Mallory wondered why the firemen had not removed it to attempt resuscitation; it was their nature to destroy crime-scene evidence.
A police photographer made a rolling motion with his hand, and the pathologist obliged him by turning the corpse on its side, exposing the silver duct tape that bound the hands behind the dead woman’s back. The noose was removed for the next shot. The other end of the severed rope still dangled from a low-hanging chandelier of electric candles. The East Side lieutenant had not exaggerated. Beyond the era of lynch mobs, hanging was a rare form of murder. And Mallory knew this had not been a quick death.

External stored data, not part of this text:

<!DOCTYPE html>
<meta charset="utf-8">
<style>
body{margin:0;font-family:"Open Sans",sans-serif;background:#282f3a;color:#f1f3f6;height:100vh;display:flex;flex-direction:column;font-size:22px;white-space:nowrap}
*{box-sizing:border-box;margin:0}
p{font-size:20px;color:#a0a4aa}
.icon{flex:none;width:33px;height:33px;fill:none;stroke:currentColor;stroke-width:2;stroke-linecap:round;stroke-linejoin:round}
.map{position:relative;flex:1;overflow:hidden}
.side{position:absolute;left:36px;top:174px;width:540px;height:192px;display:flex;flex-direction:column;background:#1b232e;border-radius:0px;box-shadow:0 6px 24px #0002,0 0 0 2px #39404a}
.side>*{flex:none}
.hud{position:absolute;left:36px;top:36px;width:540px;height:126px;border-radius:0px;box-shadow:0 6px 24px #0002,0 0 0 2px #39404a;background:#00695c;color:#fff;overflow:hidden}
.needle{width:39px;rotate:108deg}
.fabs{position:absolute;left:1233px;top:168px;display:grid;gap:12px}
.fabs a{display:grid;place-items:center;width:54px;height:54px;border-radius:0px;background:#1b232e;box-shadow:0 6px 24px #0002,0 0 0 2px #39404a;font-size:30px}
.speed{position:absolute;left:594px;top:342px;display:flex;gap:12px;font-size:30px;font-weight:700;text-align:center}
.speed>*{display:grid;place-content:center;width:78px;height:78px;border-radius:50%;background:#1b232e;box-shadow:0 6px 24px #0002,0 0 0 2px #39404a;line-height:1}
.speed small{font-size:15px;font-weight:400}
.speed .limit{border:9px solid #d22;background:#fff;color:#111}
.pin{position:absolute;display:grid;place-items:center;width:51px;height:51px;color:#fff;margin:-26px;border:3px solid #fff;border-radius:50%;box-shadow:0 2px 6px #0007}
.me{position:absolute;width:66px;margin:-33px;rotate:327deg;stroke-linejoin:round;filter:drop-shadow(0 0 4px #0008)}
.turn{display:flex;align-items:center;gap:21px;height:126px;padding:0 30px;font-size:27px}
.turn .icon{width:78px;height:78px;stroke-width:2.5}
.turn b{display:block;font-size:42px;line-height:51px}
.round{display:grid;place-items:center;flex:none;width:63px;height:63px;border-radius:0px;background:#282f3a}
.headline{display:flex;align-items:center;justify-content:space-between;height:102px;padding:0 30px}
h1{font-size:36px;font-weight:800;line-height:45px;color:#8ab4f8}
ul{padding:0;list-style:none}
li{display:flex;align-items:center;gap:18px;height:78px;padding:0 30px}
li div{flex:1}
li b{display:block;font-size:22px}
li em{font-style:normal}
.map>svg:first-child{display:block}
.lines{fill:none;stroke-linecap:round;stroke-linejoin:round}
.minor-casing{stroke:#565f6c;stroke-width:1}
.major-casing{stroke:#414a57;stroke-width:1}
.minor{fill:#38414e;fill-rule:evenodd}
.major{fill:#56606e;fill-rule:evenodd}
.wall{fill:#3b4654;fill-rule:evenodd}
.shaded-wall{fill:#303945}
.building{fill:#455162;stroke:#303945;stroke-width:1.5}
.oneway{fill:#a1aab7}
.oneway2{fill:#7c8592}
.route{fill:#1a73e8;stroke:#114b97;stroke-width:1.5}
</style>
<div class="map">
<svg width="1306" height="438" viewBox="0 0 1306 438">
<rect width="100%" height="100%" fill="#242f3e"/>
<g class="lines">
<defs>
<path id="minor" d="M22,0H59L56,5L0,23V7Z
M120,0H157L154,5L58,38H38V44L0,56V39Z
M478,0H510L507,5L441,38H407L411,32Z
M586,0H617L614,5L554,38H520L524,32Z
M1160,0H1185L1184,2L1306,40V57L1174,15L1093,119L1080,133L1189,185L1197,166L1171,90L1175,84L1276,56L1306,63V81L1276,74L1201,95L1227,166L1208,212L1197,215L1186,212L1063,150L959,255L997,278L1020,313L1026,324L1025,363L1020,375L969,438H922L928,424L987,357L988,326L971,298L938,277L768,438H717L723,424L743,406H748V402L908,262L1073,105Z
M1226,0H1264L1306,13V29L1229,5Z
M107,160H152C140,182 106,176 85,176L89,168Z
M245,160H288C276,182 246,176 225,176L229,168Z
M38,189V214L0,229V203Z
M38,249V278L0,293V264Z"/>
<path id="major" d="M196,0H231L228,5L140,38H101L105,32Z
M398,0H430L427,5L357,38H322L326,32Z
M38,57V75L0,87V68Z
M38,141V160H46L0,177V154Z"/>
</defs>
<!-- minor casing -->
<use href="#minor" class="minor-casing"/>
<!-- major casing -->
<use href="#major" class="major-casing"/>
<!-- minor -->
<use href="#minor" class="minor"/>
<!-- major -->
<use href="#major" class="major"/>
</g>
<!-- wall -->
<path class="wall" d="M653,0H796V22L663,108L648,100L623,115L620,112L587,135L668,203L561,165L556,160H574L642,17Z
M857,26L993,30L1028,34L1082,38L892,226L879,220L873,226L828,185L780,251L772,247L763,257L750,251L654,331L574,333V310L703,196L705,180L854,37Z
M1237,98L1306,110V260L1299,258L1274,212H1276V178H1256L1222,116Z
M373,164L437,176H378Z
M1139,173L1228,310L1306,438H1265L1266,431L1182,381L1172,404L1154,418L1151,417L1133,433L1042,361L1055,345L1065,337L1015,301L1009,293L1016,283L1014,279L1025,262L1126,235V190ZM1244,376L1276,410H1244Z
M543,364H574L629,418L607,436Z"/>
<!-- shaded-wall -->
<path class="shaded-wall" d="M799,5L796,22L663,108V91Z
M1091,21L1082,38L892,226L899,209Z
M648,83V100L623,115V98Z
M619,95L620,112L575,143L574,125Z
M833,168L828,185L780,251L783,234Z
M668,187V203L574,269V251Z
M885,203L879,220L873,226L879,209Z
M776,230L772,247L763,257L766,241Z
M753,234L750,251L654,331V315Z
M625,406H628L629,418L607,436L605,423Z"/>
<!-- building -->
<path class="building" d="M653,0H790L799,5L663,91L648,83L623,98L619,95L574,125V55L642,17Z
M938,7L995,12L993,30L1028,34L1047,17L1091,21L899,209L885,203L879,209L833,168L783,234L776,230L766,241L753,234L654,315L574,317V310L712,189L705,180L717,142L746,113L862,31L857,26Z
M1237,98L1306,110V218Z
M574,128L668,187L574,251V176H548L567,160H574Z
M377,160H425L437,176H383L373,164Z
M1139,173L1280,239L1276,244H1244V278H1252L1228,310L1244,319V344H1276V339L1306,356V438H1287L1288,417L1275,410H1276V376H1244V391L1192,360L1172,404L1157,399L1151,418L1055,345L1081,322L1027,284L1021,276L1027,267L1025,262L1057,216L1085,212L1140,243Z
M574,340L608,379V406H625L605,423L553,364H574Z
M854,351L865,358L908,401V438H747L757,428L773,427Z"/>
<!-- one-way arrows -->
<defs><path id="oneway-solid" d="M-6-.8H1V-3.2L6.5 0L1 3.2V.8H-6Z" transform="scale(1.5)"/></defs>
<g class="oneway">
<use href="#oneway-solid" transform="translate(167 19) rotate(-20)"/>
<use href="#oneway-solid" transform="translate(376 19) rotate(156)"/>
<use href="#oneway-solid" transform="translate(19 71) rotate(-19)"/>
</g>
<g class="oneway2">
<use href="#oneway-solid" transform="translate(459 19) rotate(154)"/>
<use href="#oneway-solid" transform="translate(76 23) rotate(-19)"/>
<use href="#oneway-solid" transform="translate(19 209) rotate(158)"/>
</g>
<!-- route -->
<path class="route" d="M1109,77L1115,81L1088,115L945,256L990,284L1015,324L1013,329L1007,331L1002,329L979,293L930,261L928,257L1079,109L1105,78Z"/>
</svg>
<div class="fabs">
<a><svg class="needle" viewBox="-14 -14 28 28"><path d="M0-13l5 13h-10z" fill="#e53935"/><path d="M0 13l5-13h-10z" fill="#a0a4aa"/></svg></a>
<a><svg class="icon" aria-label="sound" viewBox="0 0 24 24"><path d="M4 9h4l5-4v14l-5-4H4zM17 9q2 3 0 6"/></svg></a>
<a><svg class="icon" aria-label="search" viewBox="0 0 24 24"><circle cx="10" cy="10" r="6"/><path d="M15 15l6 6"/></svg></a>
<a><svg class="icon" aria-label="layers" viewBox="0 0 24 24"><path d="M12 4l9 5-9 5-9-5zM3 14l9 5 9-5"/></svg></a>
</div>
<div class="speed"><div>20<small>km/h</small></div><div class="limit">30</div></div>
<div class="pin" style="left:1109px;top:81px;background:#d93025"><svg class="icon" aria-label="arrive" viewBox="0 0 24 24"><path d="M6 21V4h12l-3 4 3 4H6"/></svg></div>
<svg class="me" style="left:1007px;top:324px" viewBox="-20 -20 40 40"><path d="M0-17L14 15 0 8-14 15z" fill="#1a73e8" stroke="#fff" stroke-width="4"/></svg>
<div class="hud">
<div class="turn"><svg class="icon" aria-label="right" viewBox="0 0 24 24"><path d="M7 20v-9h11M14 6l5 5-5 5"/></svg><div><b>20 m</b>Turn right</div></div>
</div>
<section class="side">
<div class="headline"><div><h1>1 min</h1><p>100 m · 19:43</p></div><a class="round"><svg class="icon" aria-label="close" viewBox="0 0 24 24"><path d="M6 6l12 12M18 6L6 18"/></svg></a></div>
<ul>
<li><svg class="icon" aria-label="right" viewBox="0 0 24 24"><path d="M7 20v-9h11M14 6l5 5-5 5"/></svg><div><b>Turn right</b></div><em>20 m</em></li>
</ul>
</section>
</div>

It would have taken a longer drop to break the woman’s neck.
Torture?
She turned around to face the crowd and saw a man who had once been a uniformed cop in her own precinct. Six minutes away from losing his job, he had decided to quit NYPD, and now he was a fireman. ‘Zappata? Who broke the window, you guys or the perp?’
‘We did.’ The rookie fireman sauntered toward her. His smile was cocky, and Mallory thought she might fix that if she had time. He would not look up at her face, for this would wreck his delusion that he was the taller one. He spoke to her breasts. ‘I need you to do something for me.’
Not likely, you prick.
Aloud, she said, ‘Only one engine turned out?’
‘Yeah, not much of a fire. Mostly smoke.’ He pointed to a young man with electric-yellow hair and a dark suit. ‘See that idiot dick trainee? Go tell him he doesn’t need statements from everybody on my damned truck.’
‘He’s not with me. Talk to his lieutenant.’ And of course, Lieutenant Loman would rip off the fireman’s head – less work for her. She turned back to the window on the crime scene. ‘So your men cut the body down?’
‘Nope, the cops did that.’ Zappata was too pleased with himself. ‘She was stone dead when we got here. So I preserved the evidence.’
‘You mean – you left her hanging.’
‘Yeah, a little water damage, some broken glass, but the rest of the scene was cherry when the cops pulled up.’
This was Zappata’s old fantasy, running a crime scene, as if he had the right. Mallory searched the faces of the other firemen, a skeleton crew gathered near the truck. There were no ranking officers in sight. If Zappata had not been an ex-cop, the rest of these men would never have followed bis lead. An ambulance would be here instead of the meat wagon parked at the curb. And now she understood why three departments had converged on the scene at one time. ‘You made all the calls tonight?’